*What you are asked to do:*
With all images left out, restate the records below exactly as written.

*Data to use:*
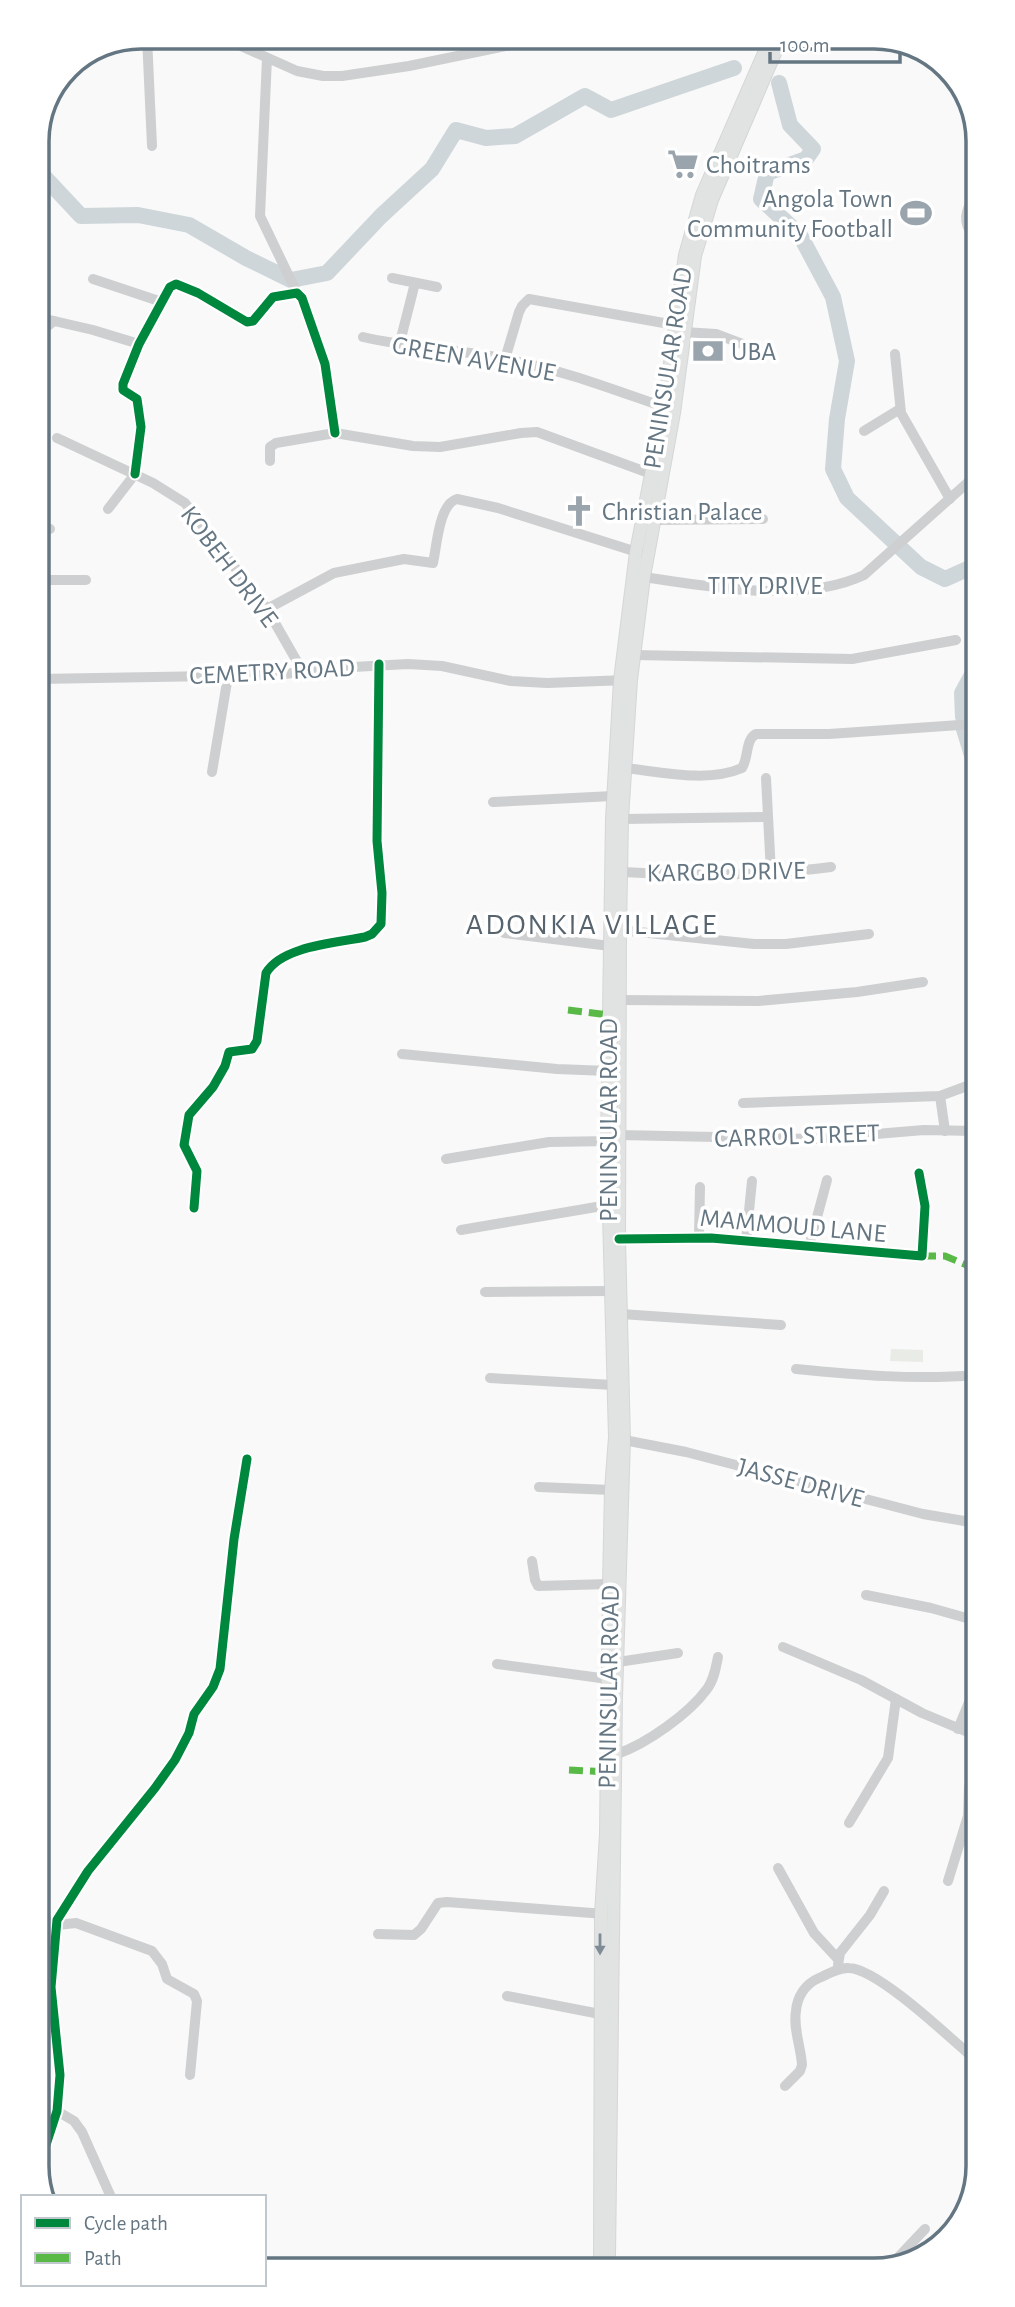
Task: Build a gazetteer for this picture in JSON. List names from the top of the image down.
{
  "streets": {
    "main road": ["PENINSULAR ROAD"],
    "street": [
      "GREEN AVENUE",
      "KOBEH DRIVE",
      "TITY DRIVE",
      "CEMETRY ROAD",
      "KARGBO DRIVE",
      "CARROL STREET",
      "MAMMOUD LANE",
      "JASSE DRIVE"
    ]
  },
  "crossings": [
    ["GREEN AVENUE", "PENINSULAR ROAD"],
    ["PENINSULAR ROAD", "TITY DRIVE"],
    ["PENINSULAR ROAD", "CEMETRY ROAD"],
    ["PENINSULAR ROAD", "KARGBO DRIVE"],
    ["PENINSULAR ROAD", "CARROL STREET"],
    ["PENINSULAR ROAD", "MAMMOUD LANE"],
    ["PENINSULAR ROAD", "JASSE DRIVE"],
    ["KOBEH DRIVE", "CEMETRY ROAD"]
  ],
  "districts": ["ADONKIA VILLAGE"],
  "places": {
    "supermarket": ["Choitrams"],
    "sports": ["Angola Town Community Football"],
    "bank": ["UBA"],
    "church": ["Christian Palace"]
  },
  "legend": ["Cycle path", "Path"],
  "scale_bar": "100 m"
}
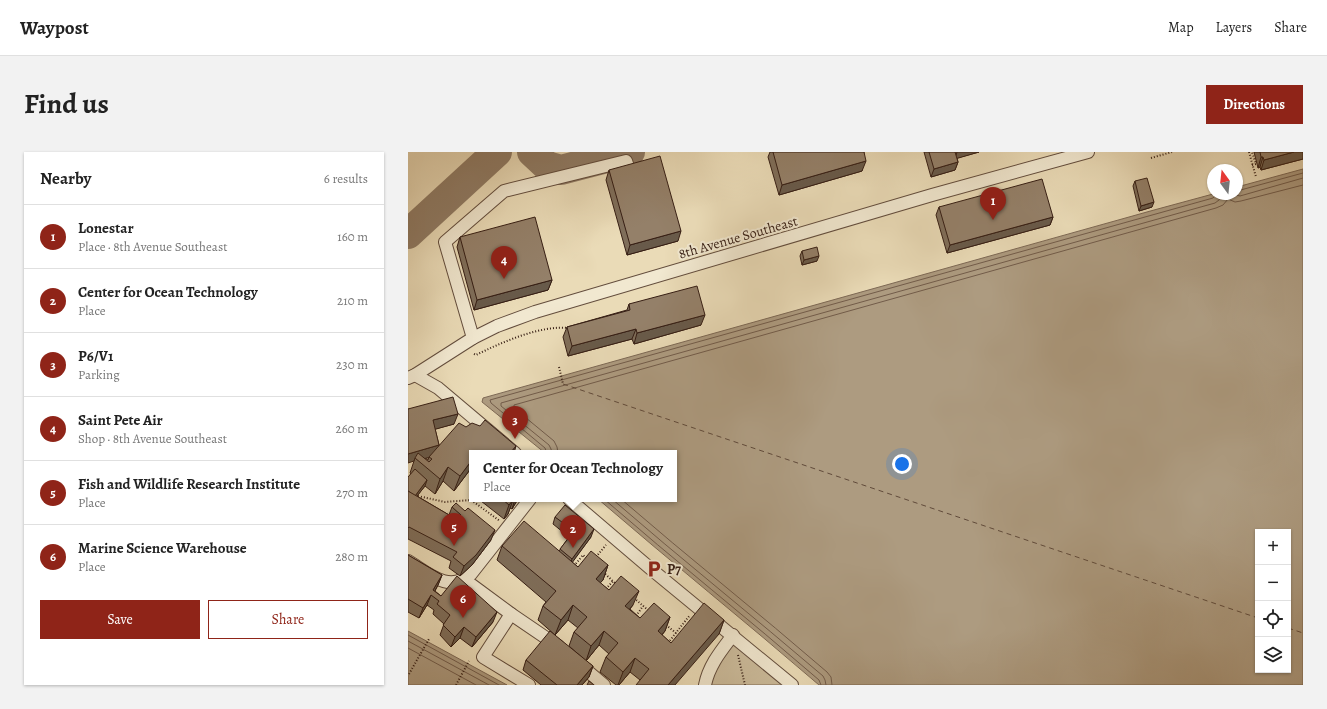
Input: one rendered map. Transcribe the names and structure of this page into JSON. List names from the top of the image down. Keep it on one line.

*Solution for this problem:*
Task: Build a gazetteer for this picture in JSON. List names from the top of the image down.
{
  "streets": {
    "main road": ["PENINSULAR ROAD"],
    "street": [
      "GREEN AVENUE",
      "KOBEH DRIVE",
      "TITY DRIVE",
      "CEMETRY ROAD",
      "KARGBO DRIVE",
      "CARROL STREET",
      "MAMMOUD LANE",
      "JASSE DRIVE"
    ]
  },
  "crossings": [
    ["GREEN AVENUE", "PENINSULAR ROAD"],
    ["PENINSULAR ROAD", "TITY DRIVE"],
    ["PENINSULAR ROAD", "CEMETRY ROAD"],
    ["PENINSULAR ROAD", "KARGBO DRIVE"],
    ["PENINSULAR ROAD", "CARROL STREET"],
    ["PENINSULAR ROAD", "MAMMOUD LANE"],
    ["PENINSULAR ROAD", "JASSE DRIVE"],
    ["KOBEH DRIVE", "CEMETRY ROAD"]
  ],
  "districts": ["ADONKIA VILLAGE"],
  "places": {
    "supermarket": ["Choitrams"],
    "sports": ["Angola Town Community Football"],
    "bank": ["UBA"],
    "church": ["Christian Palace"]
  },
  "legend": ["Cycle path", "Path"],
  "scale_bar": "100 m"
}
Input: one rendered map. Transcribe the names and structure of this page into JSON. List names from the top of the image down. Keep it on one line.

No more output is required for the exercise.